Because tender perennials can't survive harsh Canadian winters unassisted, many people treat them like annuals, buying new plants year after year. But with a little care and the right conditions, you can overwinter tender perennials for years, saving money and earning a sense of horticultural pride.
Just what are tender perennials? Some are showy flowers with fleshy underground rhizomes, while others are familiar garden herbs suited to a warm, dry Mediterranean climate. Overwintering these somewhat delicate plants isn't difficult, but the technique varies with the root system.

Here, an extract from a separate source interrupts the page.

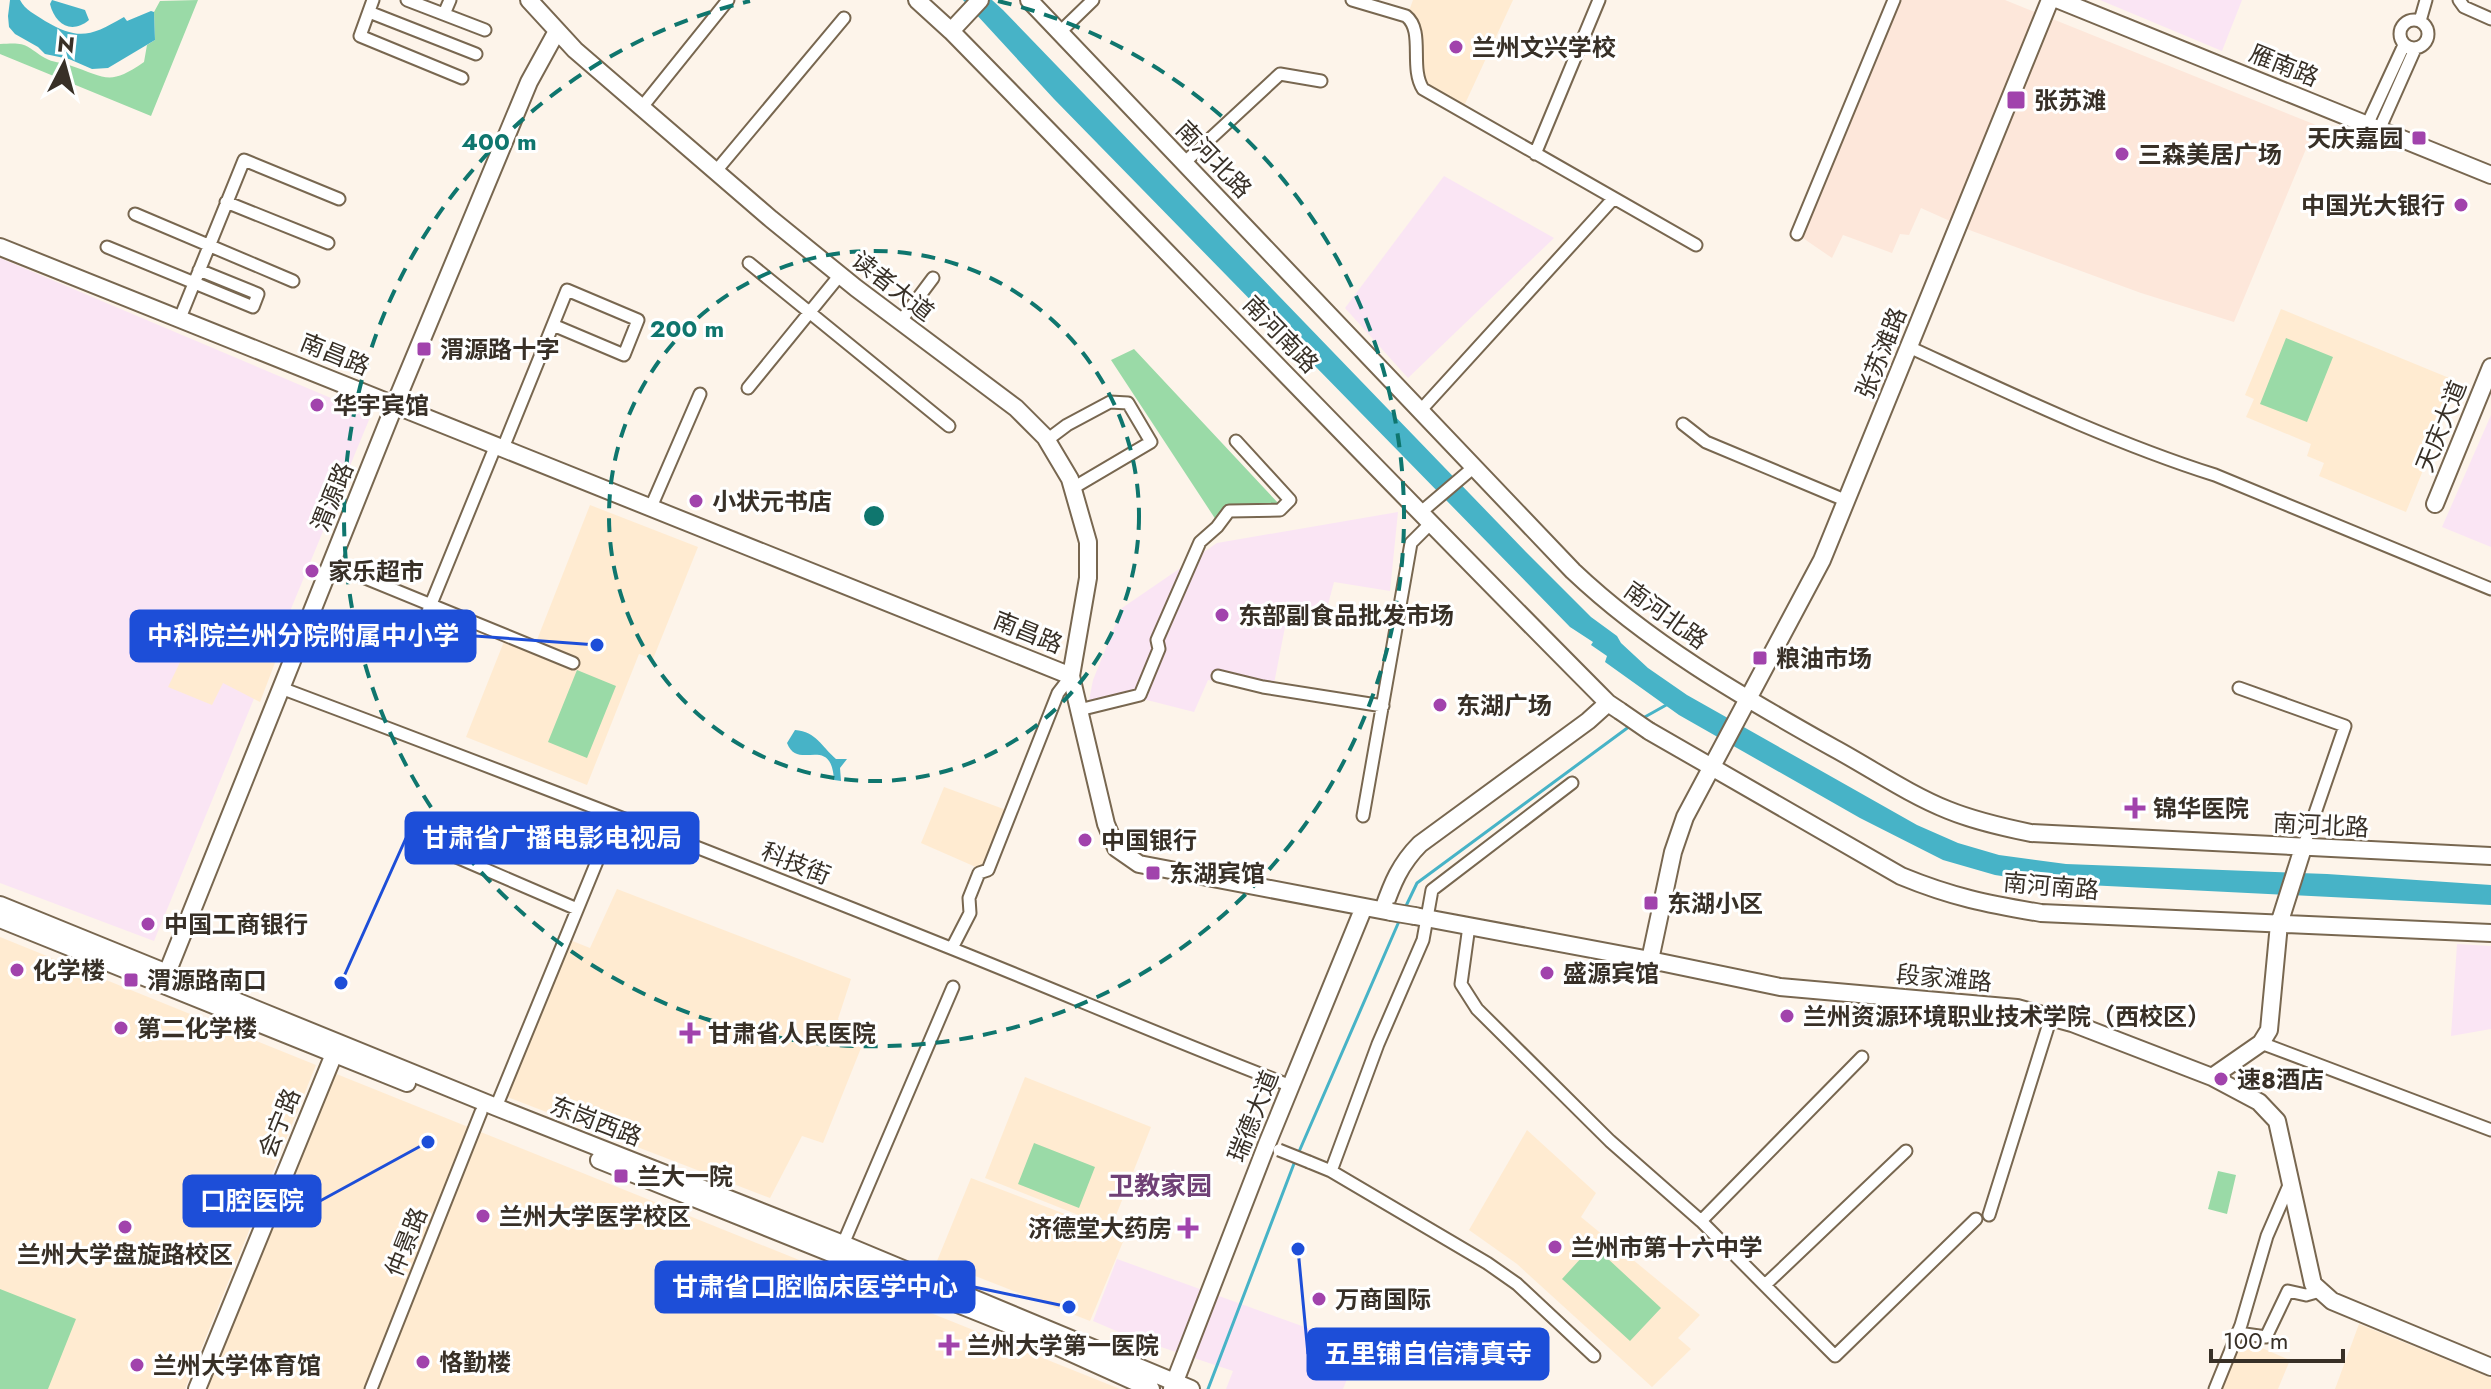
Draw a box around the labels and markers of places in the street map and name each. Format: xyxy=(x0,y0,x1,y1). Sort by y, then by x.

Bulbs and tubers and corms, oh my!
Cannas, dahlias, gladiolas, and tuberous begonias are the most common flowering tender perennials. Whether they grow from a bulb, corm or tuber, all these flowers require the same basic care to overwinter.
The secret is timing: Frost kills active growth, so leave the plants in the ground until after the first light frost. But don't wait too long: A hard frost can kill some tender perennials, and once the plant goes dormant, rot-causing microbes can quickly attack. After the first frost, trim the foliage to a few inches from the ground. Carefully dig up the root bulb and inspect it for signs of insects or fungus. Only overwinter healthy plants.
Allow the bulb, corm or tuber to dry inside where it's warm for a couple of weeks. Ensure the drying area has good air circulation. If the plant is a corm (like gladiolus), remove the dried foliage and cut off the old corms from the bottom. Once dried, bury in either dry sand, sphagnum peat moss or vermiculite.
The right temperature—between 7°C and 10°C—is key, since normal room temperatures are too hot. To provide the critical rest the plants need, store them in an unheated spare room or basement area. A root cellar is ideal.